Exercise objective:
Return the whole listing, line for line, without the pictures in it.

====== Data to use

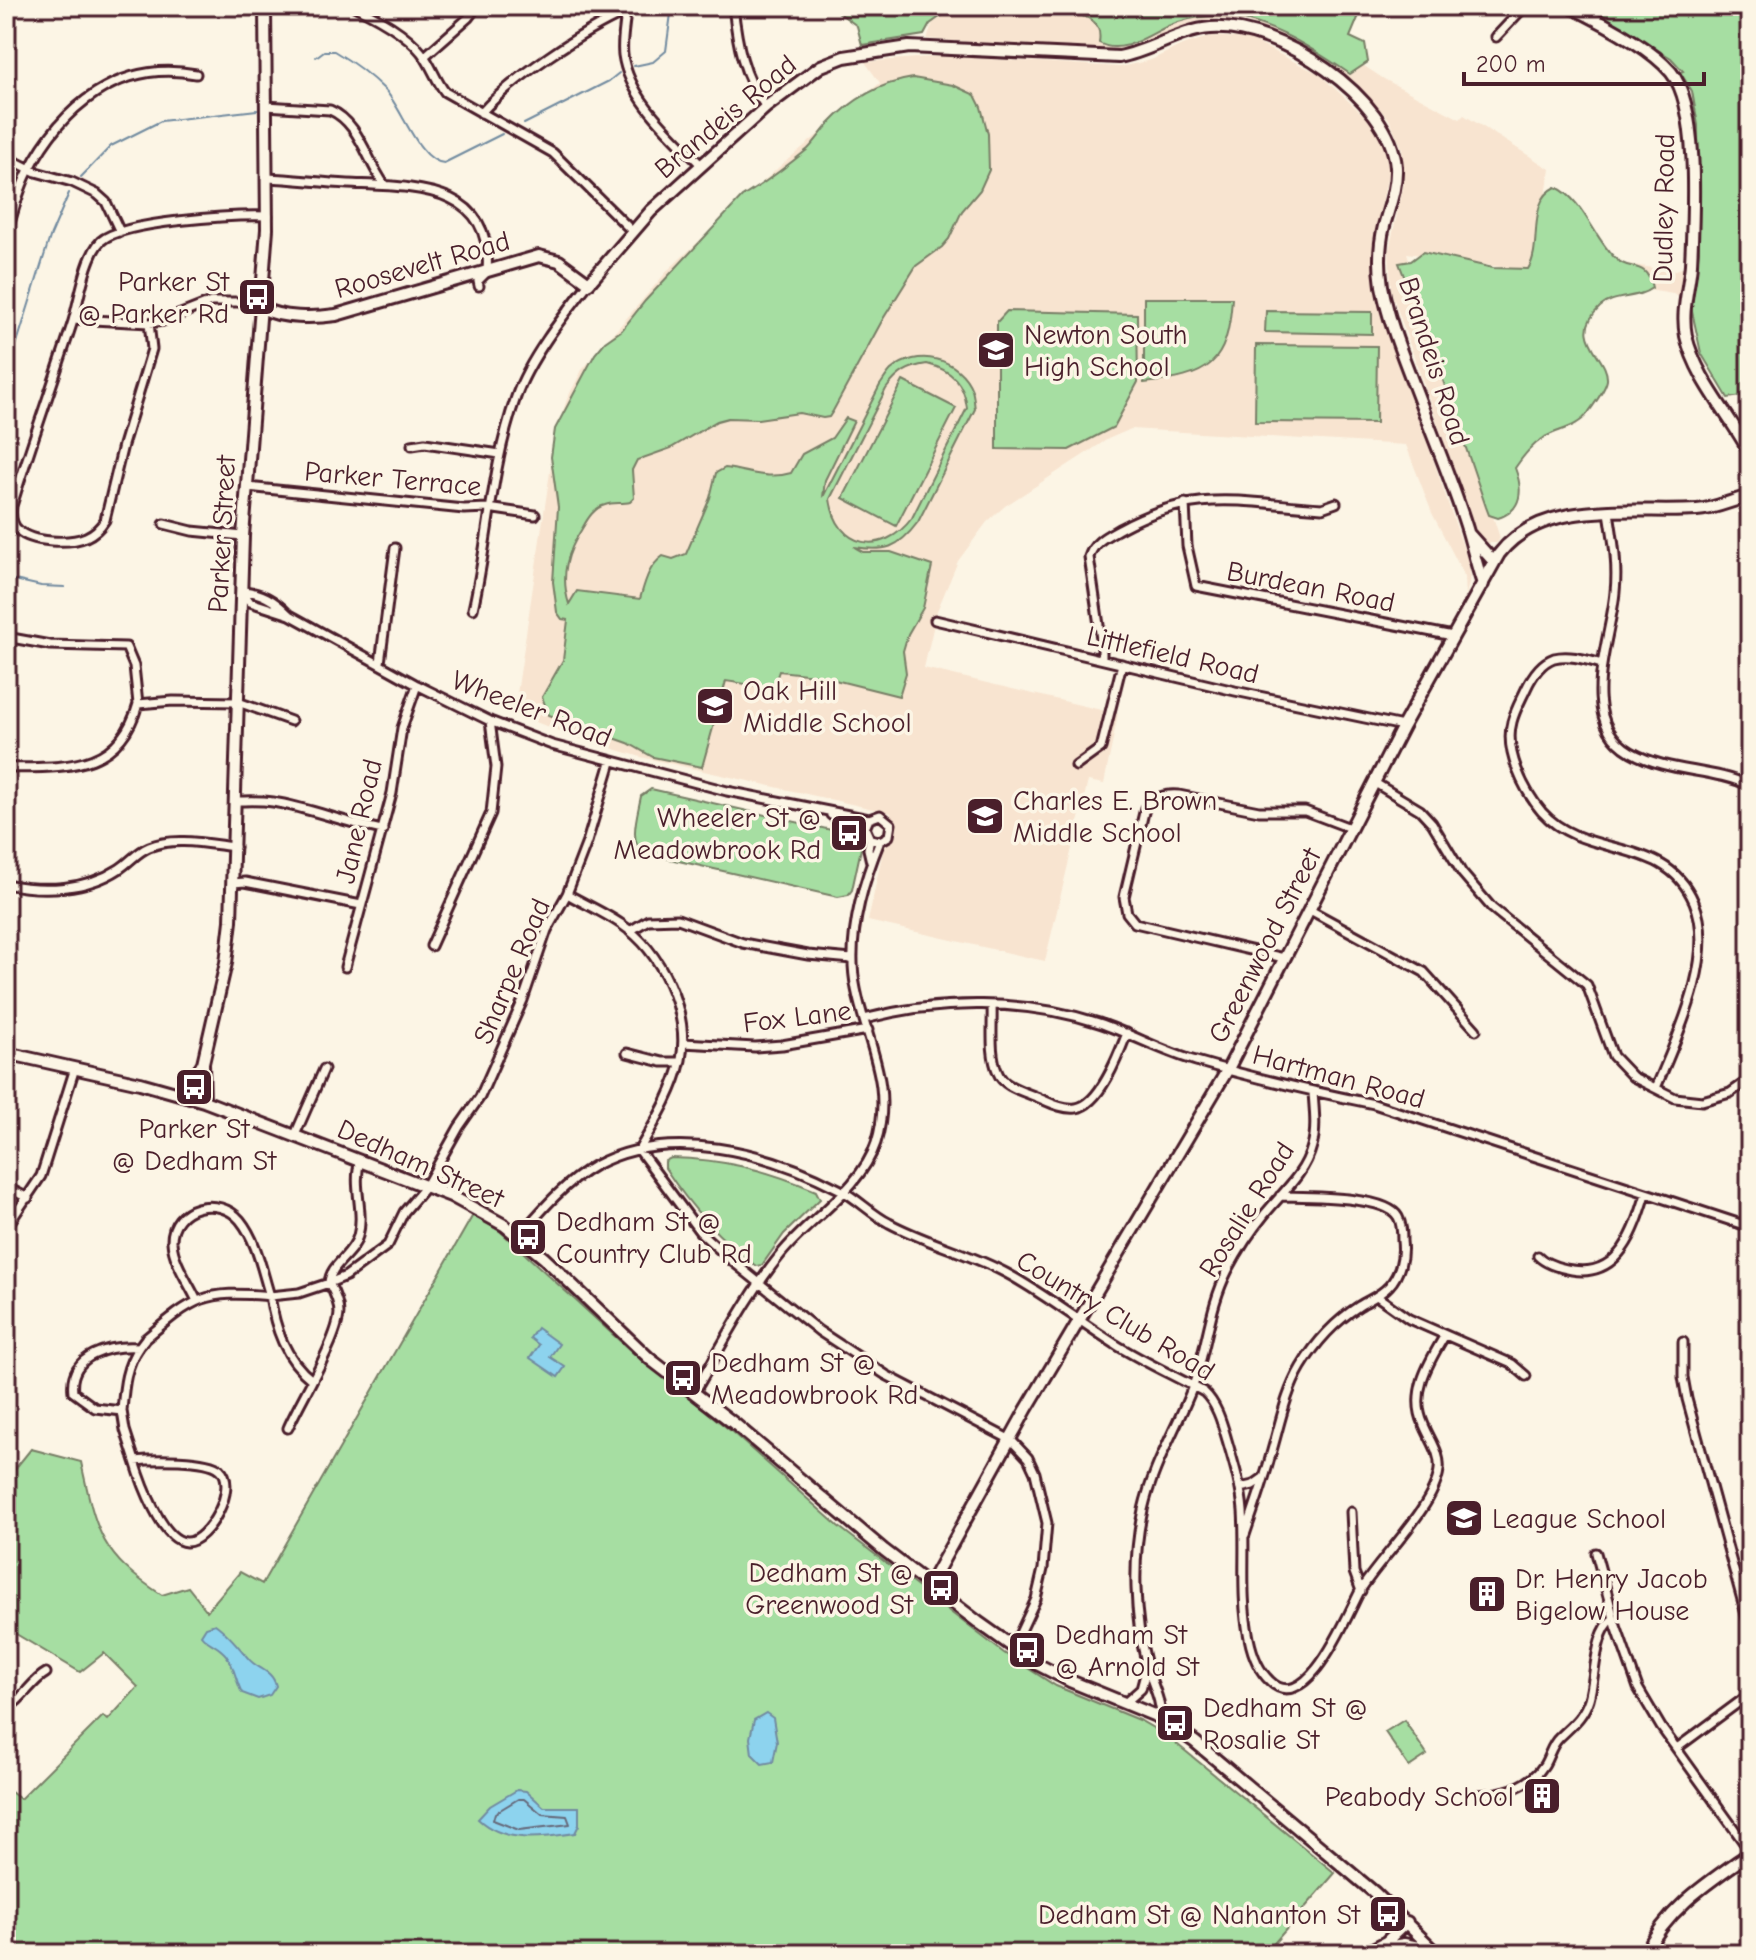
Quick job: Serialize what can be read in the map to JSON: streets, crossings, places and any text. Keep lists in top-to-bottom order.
{
  "streets": {
    "street": [
      "Brandeis Road",
      "Dudley Road",
      "Roosevelt Road",
      "Parker Terrace",
      "Parker Street",
      "Burdean Road",
      "Littlefield Road",
      "Wheeler Road",
      "Jane Road",
      "Greenwood Street",
      "Sharpe Road",
      "Fox Lane",
      "Hartman Road",
      "Dedham Street",
      "Rosalie Road",
      "Country Club Road"
    ]
  },
  "crossings": [
    ["Brandeis Road", "Roosevelt Road"],
    ["Brandeis Road", "Parker Terrace"],
    ["Brandeis Road", "Greenwood Street"],
    ["Roosevelt Road", "Parker Street"],
    ["Parker Terrace", "Parker Street"],
    ["Parker Street", "Wheeler Road"],
    ["Parker Street", "Dedham Street"],
    ["Burdean Road", "Greenwood Street"],
    ["Littlefield Road", "Greenwood Street"],
    ["Wheeler Road", "Jane Road"],
    ["Wheeler Road", "Sharpe Road"],
    ["Greenwood Street", "Hartman Road"],
    ["Greenwood Street", "Dedham Street"],
    ["Greenwood Street", "Country Club Road"],
    ["Sharpe Road", "Dedham Street"],
    ["Hartman Road", "Rosalie Road"],
    ["Dedham Street", "Rosalie Road"],
    ["Dedham Street", "Country Club Road"],
    ["Rosalie Road", "Country Club Road"]
  ],
  "places": {
    "bus stop": [
      "Parker St @ Parker Rd",
      "Wheeler St @ Meadowbrook Rd",
      "Parker St @ Dedham St",
      "Dedham St @ Country Club Rd",
      "Dedham St @ Meadowbrook Rd",
      "Dedham St @ Greenwood St",
      "Dedham St @ Arnold St",
      "Dedham St @ Rosalie St",
      "Dedham St @ Nahanton St"
    ],
    "school or university": [
      "Newton South High School",
      "Oak Hill Middle School",
      "Charles E. Brown Middle School",
      "League School"
    ],
    "building": ["Dr. Henry Jacob Bigelow House", "Peabody School"]
  },
  "scale_bar": "200 m"
}
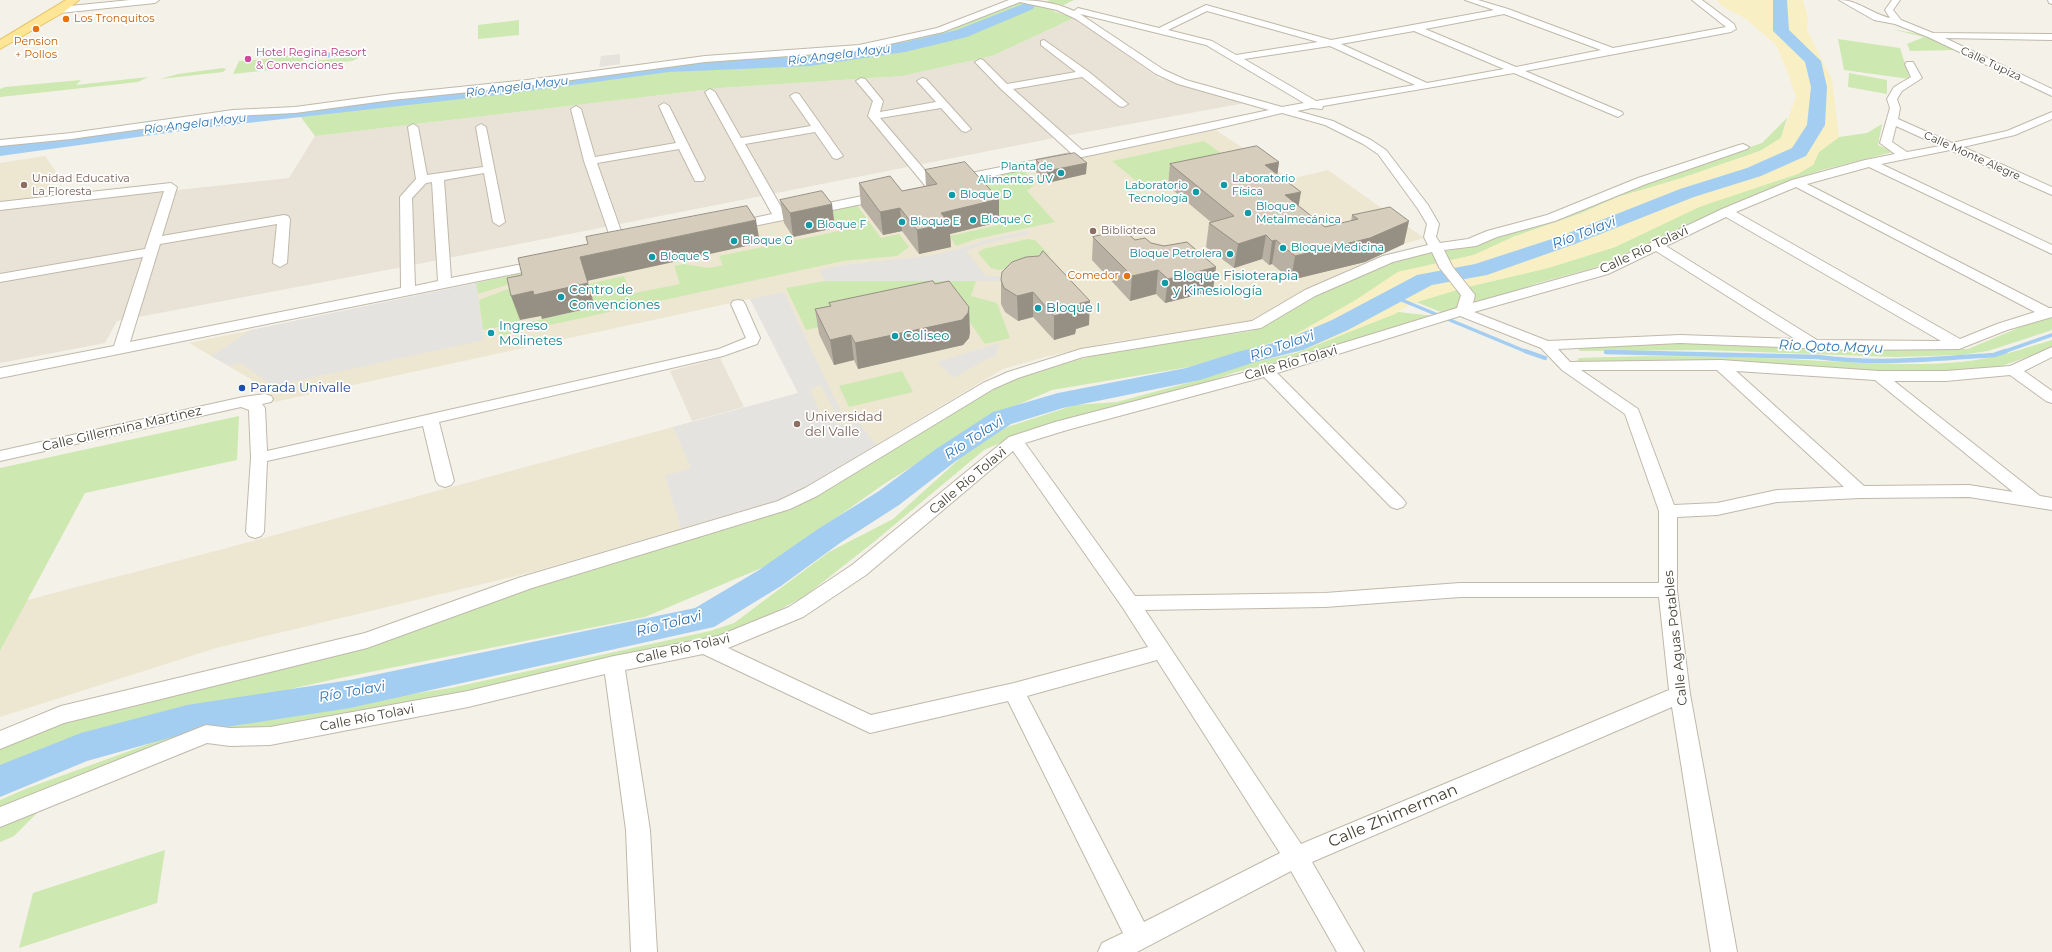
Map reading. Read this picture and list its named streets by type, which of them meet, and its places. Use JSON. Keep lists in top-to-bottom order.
{
  "streets": {
    "street": [
      "Calle Tupiza",
      "Calle Monte Alegre",
      "Calle Río Tolavi",
      "Calle Gillermina Martinez",
      "Calle Aguas Potables",
      "Calle Zhimerman"
    ]
  },
  "crossings": [
    ["Calle Monte Alegre", "Calle Río Tolavi"],
    ["Calle Aguas Potables", "Calle Zhimerman"]
  ],
  "water": ["Río Angela Mayu", "Río Tolavi", "Rio Qoto Mayu"],
  "places": [
    "Los Tronquitos",
    "Pension + Pollos",
    "Hotel Regina Resort & Convenciones",
    "Planta de Alimentos UV",
    "Unidad Educativa La Floresta",
    "Laboratorio Física",
    "Laboratorio Tecnología",
    "Bloque D",
    "Bloque Metalmecánica",
    "Bloque C",
    "Bloque E",
    "Bloque F",
    "Biblioteca",
    "Bloque G",
    "Bloque Medicina",
    "Bloque Petrolera",
    "Bloque S",
    "Comedor",
    "Bloque Fisioterapia y Kinesiología",
    "Centro de Convenciones",
    "Bloque I",
    "Ingreso Molinetes",
    "Coliseo",
    "Parada Univalle",
    "Universidad del Valle"
  ]
}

============

Solution to this exercise:
Quick job: Serialize what can be read in the map to JSON: streets, crossings, places and any text. Keep lists in top-to-bottom order.
{
  "streets": {
    "street": [
      "Brandeis Road",
      "Dudley Road",
      "Roosevelt Road",
      "Parker Terrace",
      "Parker Street",
      "Burdean Road",
      "Littlefield Road",
      "Wheeler Road",
      "Jane Road",
      "Greenwood Street",
      "Sharpe Road",
      "Fox Lane",
      "Hartman Road",
      "Dedham Street",
      "Rosalie Road",
      "Country Club Road"
    ]
  },
  "crossings": [
    ["Brandeis Road", "Roosevelt Road"],
    ["Brandeis Road", "Parker Terrace"],
    ["Brandeis Road", "Greenwood Street"],
    ["Roosevelt Road", "Parker Street"],
    ["Parker Terrace", "Parker Street"],
    ["Parker Street", "Wheeler Road"],
    ["Parker Street", "Dedham Street"],
    ["Burdean Road", "Greenwood Street"],
    ["Littlefield Road", "Greenwood Street"],
    ["Wheeler Road", "Jane Road"],
    ["Wheeler Road", "Sharpe Road"],
    ["Greenwood Street", "Hartman Road"],
    ["Greenwood Street", "Dedham Street"],
    ["Greenwood Street", "Country Club Road"],
    ["Sharpe Road", "Dedham Street"],
    ["Hartman Road", "Rosalie Road"],
    ["Dedham Street", "Rosalie Road"],
    ["Dedham Street", "Country Club Road"],
    ["Rosalie Road", "Country Club Road"]
  ],
  "places": {
    "bus stop": [
      "Parker St @ Parker Rd",
      "Wheeler St @ Meadowbrook Rd",
      "Parker St @ Dedham St",
      "Dedham St @ Country Club Rd",
      "Dedham St @ Meadowbrook Rd",
      "Dedham St @ Greenwood St",
      "Dedham St @ Arnold St",
      "Dedham St @ Rosalie St",
      "Dedham St @ Nahanton St"
    ],
    "school or university": [
      "Newton South High School",
      "Oak Hill Middle School",
      "Charles E. Brown Middle School",
      "League School"
    ],
    "building": ["Dr. Henry Jacob Bigelow House", "Peabody School"]
  },
  "scale_bar": "200 m"
}
Map reading. Read this picture and list its named streets by type, which of them meet, and its places. Use JSON. Keep lists in top-to-bottom order.
{
  "streets": {
    "street": [
      "Calle Tupiza",
      "Calle Monte Alegre",
      "Calle Río Tolavi",
      "Calle Gillermina Martinez",
      "Calle Aguas Potables",
      "Calle Zhimerman"
    ]
  },
  "crossings": [
    ["Calle Monte Alegre", "Calle Río Tolavi"],
    ["Calle Aguas Potables", "Calle Zhimerman"]
  ],
  "water": ["Río Angela Mayu", "Río Tolavi", "Rio Qoto Mayu"],
  "places": [
    "Los Tronquitos",
    "Pension + Pollos",
    "Hotel Regina Resort & Convenciones",
    "Planta de Alimentos UV",
    "Unidad Educativa La Floresta",
    "Laboratorio Física",
    "Laboratorio Tecnología",
    "Bloque D",
    "Bloque Metalmecánica",
    "Bloque C",
    "Bloque E",
    "Bloque F",
    "Biblioteca",
    "Bloque G",
    "Bloque Medicina",
    "Bloque Petrolera",
    "Bloque S",
    "Comedor",
    "Bloque Fisioterapia y Kinesiología",
    "Centro de Convenciones",
    "Bloque I",
    "Ingreso Molinetes",
    "Coliseo",
    "Parada Univalle",
    "Universidad del Valle"
  ]
}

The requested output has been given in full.